* _ASSIGNED TASK_:
Write out the records again, exactly, leaving none out.

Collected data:
====

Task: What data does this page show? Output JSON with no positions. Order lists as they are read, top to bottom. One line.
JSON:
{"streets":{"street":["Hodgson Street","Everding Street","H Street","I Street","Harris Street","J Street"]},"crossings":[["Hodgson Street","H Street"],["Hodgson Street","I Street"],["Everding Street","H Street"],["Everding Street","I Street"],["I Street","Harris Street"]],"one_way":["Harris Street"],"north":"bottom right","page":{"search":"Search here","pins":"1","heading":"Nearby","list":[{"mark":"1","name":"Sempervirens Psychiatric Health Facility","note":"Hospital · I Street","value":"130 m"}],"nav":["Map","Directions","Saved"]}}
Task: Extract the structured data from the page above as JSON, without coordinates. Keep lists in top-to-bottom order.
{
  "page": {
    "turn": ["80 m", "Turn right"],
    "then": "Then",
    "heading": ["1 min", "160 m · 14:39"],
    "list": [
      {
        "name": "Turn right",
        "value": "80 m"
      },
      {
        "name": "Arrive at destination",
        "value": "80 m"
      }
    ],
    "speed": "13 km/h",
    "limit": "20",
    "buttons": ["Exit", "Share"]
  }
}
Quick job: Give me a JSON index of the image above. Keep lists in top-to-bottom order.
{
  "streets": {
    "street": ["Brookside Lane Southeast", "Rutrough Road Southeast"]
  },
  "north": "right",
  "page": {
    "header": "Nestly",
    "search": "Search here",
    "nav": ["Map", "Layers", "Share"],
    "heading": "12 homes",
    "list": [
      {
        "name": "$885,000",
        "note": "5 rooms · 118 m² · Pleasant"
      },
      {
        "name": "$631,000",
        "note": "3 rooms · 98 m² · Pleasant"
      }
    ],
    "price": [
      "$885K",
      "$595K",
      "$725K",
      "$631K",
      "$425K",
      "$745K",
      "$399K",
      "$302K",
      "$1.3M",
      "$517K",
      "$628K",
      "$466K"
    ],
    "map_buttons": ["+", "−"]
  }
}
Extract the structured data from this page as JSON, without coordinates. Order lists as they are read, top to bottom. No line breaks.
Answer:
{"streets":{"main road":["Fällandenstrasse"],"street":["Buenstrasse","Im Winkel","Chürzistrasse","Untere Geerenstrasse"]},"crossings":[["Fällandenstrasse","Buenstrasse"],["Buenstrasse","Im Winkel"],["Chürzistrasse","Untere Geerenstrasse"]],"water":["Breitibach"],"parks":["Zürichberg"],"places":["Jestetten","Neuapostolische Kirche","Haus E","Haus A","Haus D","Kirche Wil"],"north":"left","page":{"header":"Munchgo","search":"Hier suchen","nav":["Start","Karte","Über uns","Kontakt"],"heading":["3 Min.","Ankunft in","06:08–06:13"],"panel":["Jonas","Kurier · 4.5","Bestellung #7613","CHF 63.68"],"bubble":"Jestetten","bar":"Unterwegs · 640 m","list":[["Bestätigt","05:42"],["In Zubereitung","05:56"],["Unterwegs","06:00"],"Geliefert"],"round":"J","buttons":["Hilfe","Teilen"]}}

====

* _THE ANSWER_:
Task: What data does this page show? Output JSON with no positions. Order lists as they are read, top to bottom. One line.
JSON:
{"streets":{"street":["Hodgson Street","Everding Street","H Street","I Street","Harris Street","J Street"]},"crossings":[["Hodgson Street","H Street"],["Hodgson Street","I Street"],["Everding Street","H Street"],["Everding Street","I Street"],["I Street","Harris Street"]],"one_way":["Harris Street"],"north":"bottom right","page":{"search":"Search here","pins":"1","heading":"Nearby","list":[{"mark":"1","name":"Sempervirens Psychiatric Health Facility","note":"Hospital · I Street","value":"130 m"}],"nav":["Map","Directions","Saved"]}}
Task: Extract the structured data from the page above as JSON, without coordinates. Keep lists in top-to-bottom order.
{
  "page": {
    "turn": ["80 m", "Turn right"],
    "then": "Then",
    "heading": ["1 min", "160 m · 14:39"],
    "list": [
      {
        "name": "Turn right",
        "value": "80 m"
      },
      {
        "name": "Arrive at destination",
        "value": "80 m"
      }
    ],
    "speed": "13 km/h",
    "limit": "20",
    "buttons": ["Exit", "Share"]
  }
}
Quick job: Give me a JSON index of the image above. Keep lists in top-to-bottom order.
{
  "streets": {
    "street": ["Brookside Lane Southeast", "Rutrough Road Southeast"]
  },
  "north": "right",
  "page": {
    "header": "Nestly",
    "search": "Search here",
    "nav": ["Map", "Layers", "Share"],
    "heading": "12 homes",
    "list": [
      {
        "name": "$885,000",
        "note": "5 rooms · 118 m² · Pleasant"
      },
      {
        "name": "$631,000",
        "note": "3 rooms · 98 m² · Pleasant"
      }
    ],
    "price": [
      "$885K",
      "$595K",
      "$725K",
      "$631K",
      "$425K",
      "$745K",
      "$399K",
      "$302K",
      "$1.3M",
      "$517K",
      "$628K",
      "$466K"
    ],
    "map_buttons": ["+", "−"]
  }
}
Extract the structured data from this page as JSON, without coordinates. Order lists as they are read, top to bottom. No line breaks.
Answer:
{"streets":{"main road":["Fällandenstrasse"],"street":["Buenstrasse","Im Winkel","Chürzistrasse","Untere Geerenstrasse"]},"crossings":[["Fällandenstrasse","Buenstrasse"],["Buenstrasse","Im Winkel"],["Chürzistrasse","Untere Geerenstrasse"]],"water":["Breitibach"],"parks":["Zürichberg"],"places":["Jestetten","Neuapostolische Kirche","Haus E","Haus A","Haus D","Kirche Wil"],"north":"left","page":{"header":"Munchgo","search":"Hier suchen","nav":["Start","Karte","Über uns","Kontakt"],"heading":["3 Min.","Ankunft in","06:08–06:13"],"panel":["Jonas","Kurier · 4.5","Bestellung #7613","CHF 63.68"],"bubble":"Jestetten","bar":"Unterwegs · 640 m","list":[["Bestätigt","05:42"],["In Zubereitung","05:56"],["Unterwegs","06:00"],"Geliefert"],"round":"J","buttons":["Hilfe","Teilen"]}}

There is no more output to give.